* WORK TO COMPLETE *
Scan the entries below line by line and state how many lines contain the string "body", giving only the number.

Stored data entries:
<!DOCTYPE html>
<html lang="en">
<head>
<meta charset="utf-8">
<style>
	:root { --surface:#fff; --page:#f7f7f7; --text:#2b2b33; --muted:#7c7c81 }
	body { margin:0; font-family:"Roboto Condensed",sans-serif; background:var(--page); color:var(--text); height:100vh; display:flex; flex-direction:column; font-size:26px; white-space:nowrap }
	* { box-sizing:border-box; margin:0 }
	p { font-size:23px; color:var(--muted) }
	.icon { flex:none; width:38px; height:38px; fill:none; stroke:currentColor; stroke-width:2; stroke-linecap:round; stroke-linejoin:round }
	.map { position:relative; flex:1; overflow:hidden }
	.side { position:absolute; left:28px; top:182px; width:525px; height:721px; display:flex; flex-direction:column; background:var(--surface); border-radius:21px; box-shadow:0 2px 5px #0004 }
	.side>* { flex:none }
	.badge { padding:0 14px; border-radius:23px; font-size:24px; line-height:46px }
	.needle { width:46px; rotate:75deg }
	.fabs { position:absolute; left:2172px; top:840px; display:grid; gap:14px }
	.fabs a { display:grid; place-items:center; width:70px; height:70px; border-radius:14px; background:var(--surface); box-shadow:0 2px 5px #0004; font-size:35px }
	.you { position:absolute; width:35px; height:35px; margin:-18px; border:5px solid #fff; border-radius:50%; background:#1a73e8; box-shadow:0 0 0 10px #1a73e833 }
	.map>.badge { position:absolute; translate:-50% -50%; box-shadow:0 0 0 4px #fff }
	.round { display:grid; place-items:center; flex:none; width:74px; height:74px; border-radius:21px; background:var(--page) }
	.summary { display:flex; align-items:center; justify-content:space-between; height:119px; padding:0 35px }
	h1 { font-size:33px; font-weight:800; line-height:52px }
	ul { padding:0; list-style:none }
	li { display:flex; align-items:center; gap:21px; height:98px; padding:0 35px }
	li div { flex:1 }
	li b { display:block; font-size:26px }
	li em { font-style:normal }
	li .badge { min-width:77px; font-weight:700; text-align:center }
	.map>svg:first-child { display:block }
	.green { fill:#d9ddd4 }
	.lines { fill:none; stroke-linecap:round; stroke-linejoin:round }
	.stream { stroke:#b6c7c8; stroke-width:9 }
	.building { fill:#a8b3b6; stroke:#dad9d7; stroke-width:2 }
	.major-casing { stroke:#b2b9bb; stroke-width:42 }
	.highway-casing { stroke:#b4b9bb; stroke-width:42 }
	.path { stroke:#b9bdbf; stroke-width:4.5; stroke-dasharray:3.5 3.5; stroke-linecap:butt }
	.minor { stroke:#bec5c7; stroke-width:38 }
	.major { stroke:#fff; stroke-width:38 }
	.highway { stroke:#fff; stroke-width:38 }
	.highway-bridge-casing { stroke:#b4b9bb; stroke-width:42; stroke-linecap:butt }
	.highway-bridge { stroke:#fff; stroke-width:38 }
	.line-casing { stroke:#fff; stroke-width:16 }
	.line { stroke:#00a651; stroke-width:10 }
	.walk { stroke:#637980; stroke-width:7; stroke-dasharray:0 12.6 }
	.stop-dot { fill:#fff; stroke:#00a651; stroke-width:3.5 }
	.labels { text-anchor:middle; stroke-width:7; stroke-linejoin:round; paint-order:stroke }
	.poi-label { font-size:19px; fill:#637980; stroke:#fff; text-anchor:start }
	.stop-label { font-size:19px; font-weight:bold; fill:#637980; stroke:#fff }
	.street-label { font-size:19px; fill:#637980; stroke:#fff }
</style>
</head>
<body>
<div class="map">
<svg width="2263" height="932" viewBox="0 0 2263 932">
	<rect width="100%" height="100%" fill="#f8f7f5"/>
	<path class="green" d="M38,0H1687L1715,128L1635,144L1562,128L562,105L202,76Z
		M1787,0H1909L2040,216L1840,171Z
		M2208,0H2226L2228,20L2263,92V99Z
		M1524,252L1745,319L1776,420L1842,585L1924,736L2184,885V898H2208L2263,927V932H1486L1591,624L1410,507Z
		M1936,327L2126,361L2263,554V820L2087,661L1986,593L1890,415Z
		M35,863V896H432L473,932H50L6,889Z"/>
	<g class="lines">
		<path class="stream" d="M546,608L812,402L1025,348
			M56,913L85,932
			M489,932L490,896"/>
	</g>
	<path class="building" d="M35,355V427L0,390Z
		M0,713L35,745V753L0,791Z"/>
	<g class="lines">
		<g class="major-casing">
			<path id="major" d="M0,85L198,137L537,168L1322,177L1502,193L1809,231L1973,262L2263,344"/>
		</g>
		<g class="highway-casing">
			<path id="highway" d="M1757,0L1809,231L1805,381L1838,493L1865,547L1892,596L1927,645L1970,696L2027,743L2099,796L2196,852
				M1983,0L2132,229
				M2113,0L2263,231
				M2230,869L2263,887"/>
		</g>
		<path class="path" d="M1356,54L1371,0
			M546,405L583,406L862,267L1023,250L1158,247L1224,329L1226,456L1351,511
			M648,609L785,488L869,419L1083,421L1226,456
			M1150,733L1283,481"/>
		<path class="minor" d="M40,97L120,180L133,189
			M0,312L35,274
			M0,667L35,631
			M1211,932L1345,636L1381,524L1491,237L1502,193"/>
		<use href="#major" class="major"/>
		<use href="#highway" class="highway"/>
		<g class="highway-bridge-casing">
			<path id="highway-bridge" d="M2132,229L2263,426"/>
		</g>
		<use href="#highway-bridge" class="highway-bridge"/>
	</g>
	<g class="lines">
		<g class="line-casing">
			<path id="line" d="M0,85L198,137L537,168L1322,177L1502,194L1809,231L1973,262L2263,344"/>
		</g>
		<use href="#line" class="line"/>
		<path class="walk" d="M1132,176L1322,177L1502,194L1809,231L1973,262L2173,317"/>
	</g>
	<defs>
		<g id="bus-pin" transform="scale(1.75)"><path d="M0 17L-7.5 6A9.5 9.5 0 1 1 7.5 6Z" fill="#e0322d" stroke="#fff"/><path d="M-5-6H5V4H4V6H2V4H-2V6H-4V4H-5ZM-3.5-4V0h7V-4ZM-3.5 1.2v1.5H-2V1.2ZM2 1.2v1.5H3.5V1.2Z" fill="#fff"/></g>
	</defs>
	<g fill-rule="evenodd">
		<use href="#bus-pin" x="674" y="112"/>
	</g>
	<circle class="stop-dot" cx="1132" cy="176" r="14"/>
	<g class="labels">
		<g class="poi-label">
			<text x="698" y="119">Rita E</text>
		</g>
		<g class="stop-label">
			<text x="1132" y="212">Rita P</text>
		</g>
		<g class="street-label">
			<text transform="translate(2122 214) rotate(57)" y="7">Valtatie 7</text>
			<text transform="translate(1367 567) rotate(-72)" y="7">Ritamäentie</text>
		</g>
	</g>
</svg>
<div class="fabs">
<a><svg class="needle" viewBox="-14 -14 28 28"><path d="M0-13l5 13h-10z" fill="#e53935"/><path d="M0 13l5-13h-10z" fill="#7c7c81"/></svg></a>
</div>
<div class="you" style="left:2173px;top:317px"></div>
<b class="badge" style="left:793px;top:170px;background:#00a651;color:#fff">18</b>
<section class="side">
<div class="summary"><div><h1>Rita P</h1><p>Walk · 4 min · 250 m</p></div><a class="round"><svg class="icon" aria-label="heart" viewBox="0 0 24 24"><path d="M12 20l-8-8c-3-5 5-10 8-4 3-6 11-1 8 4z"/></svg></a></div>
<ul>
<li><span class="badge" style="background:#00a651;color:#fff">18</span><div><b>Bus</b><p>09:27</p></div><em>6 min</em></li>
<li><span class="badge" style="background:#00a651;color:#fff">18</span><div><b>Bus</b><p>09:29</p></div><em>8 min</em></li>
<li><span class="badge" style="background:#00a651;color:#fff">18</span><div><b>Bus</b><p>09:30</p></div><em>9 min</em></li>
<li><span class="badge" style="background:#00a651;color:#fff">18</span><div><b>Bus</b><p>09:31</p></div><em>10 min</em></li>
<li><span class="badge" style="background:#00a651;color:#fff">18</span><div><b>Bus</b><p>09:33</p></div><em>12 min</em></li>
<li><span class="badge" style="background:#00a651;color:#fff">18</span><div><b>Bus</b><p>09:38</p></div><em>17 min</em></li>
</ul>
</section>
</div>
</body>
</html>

* REPLY *
3